Assigned task: Look through the listing below and report every line that contains "Stadium".
+---+
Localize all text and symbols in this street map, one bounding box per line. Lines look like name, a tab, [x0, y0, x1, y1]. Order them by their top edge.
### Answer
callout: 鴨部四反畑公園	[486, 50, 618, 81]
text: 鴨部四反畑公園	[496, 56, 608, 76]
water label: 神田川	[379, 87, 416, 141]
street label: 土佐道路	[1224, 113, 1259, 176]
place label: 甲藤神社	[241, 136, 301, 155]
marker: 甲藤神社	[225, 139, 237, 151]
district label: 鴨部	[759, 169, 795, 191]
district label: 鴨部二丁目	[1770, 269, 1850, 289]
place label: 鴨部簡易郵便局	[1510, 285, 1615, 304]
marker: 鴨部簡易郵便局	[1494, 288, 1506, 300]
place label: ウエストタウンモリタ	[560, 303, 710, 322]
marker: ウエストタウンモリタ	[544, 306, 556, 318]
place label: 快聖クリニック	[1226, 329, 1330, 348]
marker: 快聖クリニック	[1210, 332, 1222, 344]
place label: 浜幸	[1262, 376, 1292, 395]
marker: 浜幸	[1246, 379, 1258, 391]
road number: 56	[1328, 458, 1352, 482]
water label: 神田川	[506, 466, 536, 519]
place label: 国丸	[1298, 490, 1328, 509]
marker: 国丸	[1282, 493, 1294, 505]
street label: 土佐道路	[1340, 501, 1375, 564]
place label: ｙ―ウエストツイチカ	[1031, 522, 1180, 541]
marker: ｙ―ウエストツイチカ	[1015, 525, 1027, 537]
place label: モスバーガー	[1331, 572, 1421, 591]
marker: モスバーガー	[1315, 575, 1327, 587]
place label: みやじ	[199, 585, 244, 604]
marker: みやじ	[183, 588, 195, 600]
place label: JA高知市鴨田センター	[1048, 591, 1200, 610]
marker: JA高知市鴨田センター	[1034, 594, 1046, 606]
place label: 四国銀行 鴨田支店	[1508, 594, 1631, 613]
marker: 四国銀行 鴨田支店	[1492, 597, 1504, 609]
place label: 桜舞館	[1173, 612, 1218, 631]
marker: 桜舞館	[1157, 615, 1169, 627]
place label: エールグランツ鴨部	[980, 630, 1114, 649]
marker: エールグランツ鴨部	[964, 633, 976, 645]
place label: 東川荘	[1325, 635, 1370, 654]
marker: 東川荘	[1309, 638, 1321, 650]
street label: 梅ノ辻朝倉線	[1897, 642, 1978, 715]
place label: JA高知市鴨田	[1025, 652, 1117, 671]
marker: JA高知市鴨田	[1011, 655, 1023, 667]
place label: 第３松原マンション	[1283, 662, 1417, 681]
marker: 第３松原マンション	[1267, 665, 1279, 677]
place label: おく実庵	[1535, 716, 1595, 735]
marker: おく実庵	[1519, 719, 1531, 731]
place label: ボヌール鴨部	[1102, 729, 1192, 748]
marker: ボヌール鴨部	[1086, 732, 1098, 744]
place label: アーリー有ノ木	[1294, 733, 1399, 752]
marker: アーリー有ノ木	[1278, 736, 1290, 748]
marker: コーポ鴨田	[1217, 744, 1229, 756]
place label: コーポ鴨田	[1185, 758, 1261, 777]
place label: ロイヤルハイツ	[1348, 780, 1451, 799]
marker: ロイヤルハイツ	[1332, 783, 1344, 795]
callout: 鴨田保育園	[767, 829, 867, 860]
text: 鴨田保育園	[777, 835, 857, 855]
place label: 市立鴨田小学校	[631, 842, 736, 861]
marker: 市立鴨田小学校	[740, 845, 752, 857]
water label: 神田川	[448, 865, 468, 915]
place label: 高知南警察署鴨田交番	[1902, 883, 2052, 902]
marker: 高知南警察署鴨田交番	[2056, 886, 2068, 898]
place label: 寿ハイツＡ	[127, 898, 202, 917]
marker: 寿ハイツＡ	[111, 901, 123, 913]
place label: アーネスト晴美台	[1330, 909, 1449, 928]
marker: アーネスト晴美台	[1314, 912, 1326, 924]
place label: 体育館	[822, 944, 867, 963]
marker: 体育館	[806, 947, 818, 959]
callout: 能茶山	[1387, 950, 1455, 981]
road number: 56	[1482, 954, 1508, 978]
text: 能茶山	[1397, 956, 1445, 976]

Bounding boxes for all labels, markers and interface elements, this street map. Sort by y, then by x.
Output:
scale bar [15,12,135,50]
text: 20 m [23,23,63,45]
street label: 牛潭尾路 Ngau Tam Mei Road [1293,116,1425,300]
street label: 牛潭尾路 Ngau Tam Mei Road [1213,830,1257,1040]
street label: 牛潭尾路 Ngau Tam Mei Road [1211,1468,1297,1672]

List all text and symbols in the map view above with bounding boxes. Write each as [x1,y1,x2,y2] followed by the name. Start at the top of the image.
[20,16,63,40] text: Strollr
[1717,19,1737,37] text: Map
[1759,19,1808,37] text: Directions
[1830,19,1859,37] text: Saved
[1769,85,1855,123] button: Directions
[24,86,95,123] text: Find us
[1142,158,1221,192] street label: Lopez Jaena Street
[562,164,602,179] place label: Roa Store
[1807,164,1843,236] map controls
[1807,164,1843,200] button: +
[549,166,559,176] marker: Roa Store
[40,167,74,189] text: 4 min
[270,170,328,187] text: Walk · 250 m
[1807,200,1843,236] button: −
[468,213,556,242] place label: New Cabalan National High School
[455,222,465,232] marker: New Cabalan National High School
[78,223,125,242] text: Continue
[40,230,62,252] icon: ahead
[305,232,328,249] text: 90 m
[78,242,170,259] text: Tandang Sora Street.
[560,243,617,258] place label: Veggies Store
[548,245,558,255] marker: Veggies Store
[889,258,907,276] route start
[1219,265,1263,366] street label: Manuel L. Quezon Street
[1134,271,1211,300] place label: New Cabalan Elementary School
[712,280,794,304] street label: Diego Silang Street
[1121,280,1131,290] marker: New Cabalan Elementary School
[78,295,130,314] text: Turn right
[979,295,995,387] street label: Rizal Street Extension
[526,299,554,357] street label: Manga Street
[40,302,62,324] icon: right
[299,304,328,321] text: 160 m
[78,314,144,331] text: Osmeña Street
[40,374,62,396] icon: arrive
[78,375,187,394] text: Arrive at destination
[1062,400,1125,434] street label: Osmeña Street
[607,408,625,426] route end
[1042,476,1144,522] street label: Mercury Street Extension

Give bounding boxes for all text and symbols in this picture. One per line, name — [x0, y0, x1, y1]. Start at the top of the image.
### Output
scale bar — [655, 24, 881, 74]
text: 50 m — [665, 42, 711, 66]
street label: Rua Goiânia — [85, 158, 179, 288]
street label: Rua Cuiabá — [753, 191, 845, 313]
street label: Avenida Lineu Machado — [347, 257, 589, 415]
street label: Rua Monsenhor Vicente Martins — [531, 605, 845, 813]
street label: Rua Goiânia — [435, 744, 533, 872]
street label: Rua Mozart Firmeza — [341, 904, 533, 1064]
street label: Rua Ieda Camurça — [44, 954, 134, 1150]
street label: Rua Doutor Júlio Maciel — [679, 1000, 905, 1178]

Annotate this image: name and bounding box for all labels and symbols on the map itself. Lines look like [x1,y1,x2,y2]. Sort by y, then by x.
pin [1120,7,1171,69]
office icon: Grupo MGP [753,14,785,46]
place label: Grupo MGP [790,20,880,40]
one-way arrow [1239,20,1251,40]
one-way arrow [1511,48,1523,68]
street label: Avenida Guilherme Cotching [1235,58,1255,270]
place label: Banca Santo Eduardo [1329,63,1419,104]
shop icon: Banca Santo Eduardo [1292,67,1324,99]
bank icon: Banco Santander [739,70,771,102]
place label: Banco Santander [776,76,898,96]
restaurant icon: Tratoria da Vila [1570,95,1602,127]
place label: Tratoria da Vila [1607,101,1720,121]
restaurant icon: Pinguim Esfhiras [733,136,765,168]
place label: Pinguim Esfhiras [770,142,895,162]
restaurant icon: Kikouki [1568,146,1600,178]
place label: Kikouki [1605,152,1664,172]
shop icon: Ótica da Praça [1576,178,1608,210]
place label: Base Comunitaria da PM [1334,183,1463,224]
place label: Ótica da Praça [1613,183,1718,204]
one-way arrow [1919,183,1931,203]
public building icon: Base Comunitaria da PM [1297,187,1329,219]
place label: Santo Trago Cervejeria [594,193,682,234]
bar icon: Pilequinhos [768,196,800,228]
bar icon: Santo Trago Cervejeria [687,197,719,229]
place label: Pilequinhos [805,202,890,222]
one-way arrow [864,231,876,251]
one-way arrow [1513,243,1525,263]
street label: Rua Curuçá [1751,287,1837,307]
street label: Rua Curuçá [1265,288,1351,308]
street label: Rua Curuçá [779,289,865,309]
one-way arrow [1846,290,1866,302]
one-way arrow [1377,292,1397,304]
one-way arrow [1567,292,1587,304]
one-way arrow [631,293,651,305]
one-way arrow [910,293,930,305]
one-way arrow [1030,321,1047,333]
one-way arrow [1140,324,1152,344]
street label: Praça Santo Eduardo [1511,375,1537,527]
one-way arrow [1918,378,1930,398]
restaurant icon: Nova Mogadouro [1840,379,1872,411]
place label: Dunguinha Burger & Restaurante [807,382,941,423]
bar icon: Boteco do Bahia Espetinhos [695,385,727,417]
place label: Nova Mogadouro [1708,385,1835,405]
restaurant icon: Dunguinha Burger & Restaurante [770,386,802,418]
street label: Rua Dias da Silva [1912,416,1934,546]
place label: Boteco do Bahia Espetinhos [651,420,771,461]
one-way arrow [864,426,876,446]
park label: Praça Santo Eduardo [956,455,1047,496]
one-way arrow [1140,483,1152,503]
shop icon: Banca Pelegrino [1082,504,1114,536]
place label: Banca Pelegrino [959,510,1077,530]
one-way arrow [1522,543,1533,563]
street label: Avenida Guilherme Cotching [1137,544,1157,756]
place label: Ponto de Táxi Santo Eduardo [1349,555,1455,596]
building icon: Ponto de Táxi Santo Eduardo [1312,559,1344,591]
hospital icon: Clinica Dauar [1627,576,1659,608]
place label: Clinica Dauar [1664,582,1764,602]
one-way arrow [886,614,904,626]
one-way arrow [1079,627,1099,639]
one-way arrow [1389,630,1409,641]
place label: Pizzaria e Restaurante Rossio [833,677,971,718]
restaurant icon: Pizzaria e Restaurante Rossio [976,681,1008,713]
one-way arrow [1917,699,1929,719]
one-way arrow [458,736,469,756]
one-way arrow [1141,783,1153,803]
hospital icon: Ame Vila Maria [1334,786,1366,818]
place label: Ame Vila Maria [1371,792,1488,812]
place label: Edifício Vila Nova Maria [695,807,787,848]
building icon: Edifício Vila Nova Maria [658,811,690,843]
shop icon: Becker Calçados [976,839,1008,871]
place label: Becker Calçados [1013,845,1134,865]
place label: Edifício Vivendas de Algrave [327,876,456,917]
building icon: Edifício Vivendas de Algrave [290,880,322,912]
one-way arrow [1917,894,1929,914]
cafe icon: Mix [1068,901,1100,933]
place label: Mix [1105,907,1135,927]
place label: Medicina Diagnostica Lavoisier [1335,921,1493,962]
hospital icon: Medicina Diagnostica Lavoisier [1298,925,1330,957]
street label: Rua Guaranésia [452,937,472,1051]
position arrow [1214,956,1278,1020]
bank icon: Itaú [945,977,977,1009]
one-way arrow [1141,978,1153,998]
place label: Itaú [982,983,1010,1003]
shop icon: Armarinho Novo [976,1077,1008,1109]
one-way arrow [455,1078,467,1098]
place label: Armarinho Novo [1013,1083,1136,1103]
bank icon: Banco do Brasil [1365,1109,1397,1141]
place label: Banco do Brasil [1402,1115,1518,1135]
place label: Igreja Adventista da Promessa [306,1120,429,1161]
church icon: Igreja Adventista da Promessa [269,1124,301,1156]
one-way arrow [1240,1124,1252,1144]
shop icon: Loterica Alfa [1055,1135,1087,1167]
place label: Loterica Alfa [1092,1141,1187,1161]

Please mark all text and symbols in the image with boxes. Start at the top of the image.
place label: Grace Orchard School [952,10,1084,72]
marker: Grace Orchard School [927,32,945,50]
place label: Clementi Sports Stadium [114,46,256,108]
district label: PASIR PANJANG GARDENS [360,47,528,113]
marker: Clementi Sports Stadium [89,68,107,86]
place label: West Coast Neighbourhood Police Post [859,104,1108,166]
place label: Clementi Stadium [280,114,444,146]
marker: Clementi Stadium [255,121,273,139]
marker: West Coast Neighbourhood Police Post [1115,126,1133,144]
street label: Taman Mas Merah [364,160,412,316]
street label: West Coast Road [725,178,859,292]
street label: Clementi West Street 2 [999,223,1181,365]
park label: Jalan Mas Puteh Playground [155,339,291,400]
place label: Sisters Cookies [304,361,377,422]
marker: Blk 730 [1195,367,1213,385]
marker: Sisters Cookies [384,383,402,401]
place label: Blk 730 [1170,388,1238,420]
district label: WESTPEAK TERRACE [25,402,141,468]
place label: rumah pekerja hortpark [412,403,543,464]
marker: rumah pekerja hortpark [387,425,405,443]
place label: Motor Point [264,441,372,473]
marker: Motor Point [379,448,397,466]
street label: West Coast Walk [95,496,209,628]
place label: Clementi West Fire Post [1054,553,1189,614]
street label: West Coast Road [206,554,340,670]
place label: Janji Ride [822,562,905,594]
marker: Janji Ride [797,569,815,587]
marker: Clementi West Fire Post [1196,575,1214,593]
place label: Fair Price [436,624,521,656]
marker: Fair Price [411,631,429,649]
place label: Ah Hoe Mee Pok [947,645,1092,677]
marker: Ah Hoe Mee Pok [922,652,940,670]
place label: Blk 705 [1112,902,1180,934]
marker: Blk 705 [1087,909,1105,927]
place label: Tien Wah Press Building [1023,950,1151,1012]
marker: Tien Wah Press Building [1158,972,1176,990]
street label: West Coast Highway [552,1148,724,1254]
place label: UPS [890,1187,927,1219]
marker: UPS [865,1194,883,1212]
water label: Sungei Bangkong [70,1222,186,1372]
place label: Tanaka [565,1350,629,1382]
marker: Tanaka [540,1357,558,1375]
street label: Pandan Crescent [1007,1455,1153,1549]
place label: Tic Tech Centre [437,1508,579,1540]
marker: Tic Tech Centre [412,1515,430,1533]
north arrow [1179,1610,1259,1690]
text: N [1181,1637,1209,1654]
+---+
Completed task:
place label: Clementi Sports Stadium [114,46,256,108]
marker: Clementi Sports Stadium [89,68,107,86]
place label: Clementi Stadium [280,114,444,146]
marker: Clementi Stadium [255,121,273,139]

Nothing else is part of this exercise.